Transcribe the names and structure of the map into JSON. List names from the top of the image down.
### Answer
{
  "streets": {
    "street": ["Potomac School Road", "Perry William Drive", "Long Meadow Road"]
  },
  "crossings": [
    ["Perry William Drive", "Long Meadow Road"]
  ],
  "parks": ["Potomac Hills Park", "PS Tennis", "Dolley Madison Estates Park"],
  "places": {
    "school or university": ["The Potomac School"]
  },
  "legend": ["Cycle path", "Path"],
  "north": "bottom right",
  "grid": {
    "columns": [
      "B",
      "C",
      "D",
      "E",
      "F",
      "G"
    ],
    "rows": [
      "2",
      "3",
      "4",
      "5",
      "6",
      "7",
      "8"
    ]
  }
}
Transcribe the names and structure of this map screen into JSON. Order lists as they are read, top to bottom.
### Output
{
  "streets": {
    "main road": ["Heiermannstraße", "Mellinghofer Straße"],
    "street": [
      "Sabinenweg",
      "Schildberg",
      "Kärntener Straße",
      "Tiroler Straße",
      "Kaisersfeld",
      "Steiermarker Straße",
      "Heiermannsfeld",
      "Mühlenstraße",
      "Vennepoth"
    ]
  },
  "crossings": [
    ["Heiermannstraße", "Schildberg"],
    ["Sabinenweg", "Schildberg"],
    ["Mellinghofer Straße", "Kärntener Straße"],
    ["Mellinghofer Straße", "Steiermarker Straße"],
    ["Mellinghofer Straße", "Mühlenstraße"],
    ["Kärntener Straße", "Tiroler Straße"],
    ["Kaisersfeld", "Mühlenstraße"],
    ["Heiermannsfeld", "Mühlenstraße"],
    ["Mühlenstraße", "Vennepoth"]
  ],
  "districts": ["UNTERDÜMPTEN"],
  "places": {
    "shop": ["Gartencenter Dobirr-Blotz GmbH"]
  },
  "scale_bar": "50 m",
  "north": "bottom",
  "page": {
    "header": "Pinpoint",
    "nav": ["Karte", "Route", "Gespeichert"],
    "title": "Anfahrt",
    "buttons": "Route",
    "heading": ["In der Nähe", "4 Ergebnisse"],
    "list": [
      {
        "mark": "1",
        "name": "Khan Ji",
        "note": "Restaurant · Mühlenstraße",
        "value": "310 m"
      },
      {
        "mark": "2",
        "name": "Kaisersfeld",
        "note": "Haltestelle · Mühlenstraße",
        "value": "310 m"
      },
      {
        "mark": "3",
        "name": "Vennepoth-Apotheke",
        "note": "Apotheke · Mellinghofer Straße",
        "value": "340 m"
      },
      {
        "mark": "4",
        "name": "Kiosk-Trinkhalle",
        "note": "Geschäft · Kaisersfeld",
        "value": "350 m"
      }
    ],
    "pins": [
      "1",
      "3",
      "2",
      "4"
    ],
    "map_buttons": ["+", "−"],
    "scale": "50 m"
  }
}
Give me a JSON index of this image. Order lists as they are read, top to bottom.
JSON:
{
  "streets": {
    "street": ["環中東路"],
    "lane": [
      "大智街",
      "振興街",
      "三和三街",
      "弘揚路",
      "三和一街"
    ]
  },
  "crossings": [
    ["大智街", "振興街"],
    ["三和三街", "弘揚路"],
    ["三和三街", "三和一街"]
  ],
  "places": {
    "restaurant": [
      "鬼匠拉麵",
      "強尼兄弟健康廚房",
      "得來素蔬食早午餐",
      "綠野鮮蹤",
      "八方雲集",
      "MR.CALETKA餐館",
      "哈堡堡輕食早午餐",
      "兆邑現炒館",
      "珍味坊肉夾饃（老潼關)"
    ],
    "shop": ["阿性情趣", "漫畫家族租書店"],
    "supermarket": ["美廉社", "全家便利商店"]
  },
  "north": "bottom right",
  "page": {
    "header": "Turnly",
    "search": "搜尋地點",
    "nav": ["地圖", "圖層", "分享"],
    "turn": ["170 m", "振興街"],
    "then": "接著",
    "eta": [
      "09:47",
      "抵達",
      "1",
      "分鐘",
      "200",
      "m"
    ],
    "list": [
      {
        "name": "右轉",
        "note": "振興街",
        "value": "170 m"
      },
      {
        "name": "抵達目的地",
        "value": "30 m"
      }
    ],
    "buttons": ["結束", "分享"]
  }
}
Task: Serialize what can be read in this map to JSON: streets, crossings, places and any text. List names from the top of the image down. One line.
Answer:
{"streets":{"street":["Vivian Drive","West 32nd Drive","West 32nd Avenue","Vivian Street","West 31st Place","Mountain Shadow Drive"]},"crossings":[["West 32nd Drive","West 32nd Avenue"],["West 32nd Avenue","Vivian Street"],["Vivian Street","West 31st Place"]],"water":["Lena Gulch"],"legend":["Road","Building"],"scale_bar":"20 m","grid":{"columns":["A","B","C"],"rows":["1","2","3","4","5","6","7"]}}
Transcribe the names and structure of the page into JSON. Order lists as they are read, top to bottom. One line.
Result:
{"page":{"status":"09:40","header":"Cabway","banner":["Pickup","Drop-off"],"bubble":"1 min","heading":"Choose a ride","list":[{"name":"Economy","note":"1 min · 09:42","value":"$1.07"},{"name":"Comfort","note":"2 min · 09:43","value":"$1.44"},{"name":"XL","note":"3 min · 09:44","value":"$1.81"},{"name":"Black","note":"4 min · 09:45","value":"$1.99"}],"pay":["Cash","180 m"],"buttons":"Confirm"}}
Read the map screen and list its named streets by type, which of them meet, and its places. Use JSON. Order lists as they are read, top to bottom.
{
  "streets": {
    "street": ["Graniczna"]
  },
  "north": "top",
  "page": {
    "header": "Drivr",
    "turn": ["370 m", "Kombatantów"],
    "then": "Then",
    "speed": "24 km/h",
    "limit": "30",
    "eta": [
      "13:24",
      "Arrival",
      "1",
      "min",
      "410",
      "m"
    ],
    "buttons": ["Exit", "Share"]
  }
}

Exercise instructions: Repeat every entry exactly. Nothing may be dropped.

Task result:
Transcribe the names and structure of the map into JSON. List names from the top of the image down.
### Answer
{
  "streets": {
    "street": ["Potomac School Road", "Perry William Drive", "Long Meadow Road"]
  },
  "crossings": [
    ["Perry William Drive", "Long Meadow Road"]
  ],
  "parks": ["Potomac Hills Park", "PS Tennis", "Dolley Madison Estates Park"],
  "places": {
    "school or university": ["The Potomac School"]
  },
  "legend": ["Cycle path", "Path"],
  "north": "bottom right",
  "grid": {
    "columns": [
      "B",
      "C",
      "D",
      "E",
      "F",
      "G"
    ],
    "rows": [
      "2",
      "3",
      "4",
      "5",
      "6",
      "7",
      "8"
    ]
  }
}
Transcribe the names and structure of this map screen into JSON. Order lists as they are read, top to bottom.
### Output
{
  "streets": {
    "main road": ["Heiermannstraße", "Mellinghofer Straße"],
    "street": [
      "Sabinenweg",
      "Schildberg",
      "Kärntener Straße",
      "Tiroler Straße",
      "Kaisersfeld",
      "Steiermarker Straße",
      "Heiermannsfeld",
      "Mühlenstraße",
      "Vennepoth"
    ]
  },
  "crossings": [
    ["Heiermannstraße", "Schildberg"],
    ["Sabinenweg", "Schildberg"],
    ["Mellinghofer Straße", "Kärntener Straße"],
    ["Mellinghofer Straße", "Steiermarker Straße"],
    ["Mellinghofer Straße", "Mühlenstraße"],
    ["Kärntener Straße", "Tiroler Straße"],
    ["Kaisersfeld", "Mühlenstraße"],
    ["Heiermannsfeld", "Mühlenstraße"],
    ["Mühlenstraße", "Vennepoth"]
  ],
  "districts": ["UNTERDÜMPTEN"],
  "places": {
    "shop": ["Gartencenter Dobirr-Blotz GmbH"]
  },
  "scale_bar": "50 m",
  "north": "bottom",
  "page": {
    "header": "Pinpoint",
    "nav": ["Karte", "Route", "Gespeichert"],
    "title": "Anfahrt",
    "buttons": "Route",
    "heading": ["In der Nähe", "4 Ergebnisse"],
    "list": [
      {
        "mark": "1",
        "name": "Khan Ji",
        "note": "Restaurant · Mühlenstraße",
        "value": "310 m"
      },
      {
        "mark": "2",
        "name": "Kaisersfeld",
        "note": "Haltestelle · Mühlenstraße",
        "value": "310 m"
      },
      {
        "mark": "3",
        "name": "Vennepoth-Apotheke",
        "note": "Apotheke · Mellinghofer Straße",
        "value": "340 m"
      },
      {
        "mark": "4",
        "name": "Kiosk-Trinkhalle",
        "note": "Geschäft · Kaisersfeld",
        "value": "350 m"
      }
    ],
    "pins": [
      "1",
      "3",
      "2",
      "4"
    ],
    "map_buttons": ["+", "−"],
    "scale": "50 m"
  }
}
Give me a JSON index of this image. Order lists as they are read, top to bottom.
JSON:
{
  "streets": {
    "street": ["環中東路"],
    "lane": [
      "大智街",
      "振興街",
      "三和三街",
      "弘揚路",
      "三和一街"
    ]
  },
  "crossings": [
    ["大智街", "振興街"],
    ["三和三街", "弘揚路"],
    ["三和三街", "三和一街"]
  ],
  "places": {
    "restaurant": [
      "鬼匠拉麵",
      "強尼兄弟健康廚房",
      "得來素蔬食早午餐",
      "綠野鮮蹤",
      "八方雲集",
      "MR.CALETKA餐館",
      "哈堡堡輕食早午餐",
      "兆邑現炒館",
      "珍味坊肉夾饃（老潼關)"
    ],
    "shop": ["阿性情趣", "漫畫家族租書店"],
    "supermarket": ["美廉社", "全家便利商店"]
  },
  "north": "bottom right",
  "page": {
    "header": "Turnly",
    "search": "搜尋地點",
    "nav": ["地圖", "圖層", "分享"],
    "turn": ["170 m", "振興街"],
    "then": "接著",
    "eta": [
      "09:47",
      "抵達",
      "1",
      "分鐘",
      "200",
      "m"
    ],
    "list": [
      {
        "name": "右轉",
        "note": "振興街",
        "value": "170 m"
      },
      {
        "name": "抵達目的地",
        "value": "30 m"
      }
    ],
    "buttons": ["結束", "分享"]
  }
}
Task: Serialize what can be read in this map to JSON: streets, crossings, places and any text. List names from the top of the image down. One line.
Answer:
{"streets":{"street":["Vivian Drive","West 32nd Drive","West 32nd Avenue","Vivian Street","West 31st Place","Mountain Shadow Drive"]},"crossings":[["West 32nd Drive","West 32nd Avenue"],["West 32nd Avenue","Vivian Street"],["Vivian Street","West 31st Place"]],"water":["Lena Gulch"],"legend":["Road","Building"],"scale_bar":"20 m","grid":{"columns":["A","B","C"],"rows":["1","2","3","4","5","6","7"]}}
Transcribe the names and structure of the page into JSON. Order lists as they are read, top to bottom. One line.
Result:
{"page":{"status":"09:40","header":"Cabway","banner":["Pickup","Drop-off"],"bubble":"1 min","heading":"Choose a ride","list":[{"name":"Economy","note":"1 min · 09:42","value":"$1.07"},{"name":"Comfort","note":"2 min · 09:43","value":"$1.44"},{"name":"XL","note":"3 min · 09:44","value":"$1.81"},{"name":"Black","note":"4 min · 09:45","value":"$1.99"}],"pay":["Cash","180 m"],"buttons":"Confirm"}}
Read the map screen and list its named streets by type, which of them meet, and its places. Use JSON. Order lists as they are read, top to bottom.
{
  "streets": {
    "street": ["Graniczna"]
  },
  "north": "top",
  "page": {
    "header": "Drivr",
    "turn": ["370 m", "Kombatantów"],
    "then": "Then",
    "speed": "24 km/h",
    "limit": "30",
    "eta": [
      "13:24",
      "Arrival",
      "1",
      "min",
      "410",
      "m"
    ],
    "buttons": ["Exit", "Share"]
  }
}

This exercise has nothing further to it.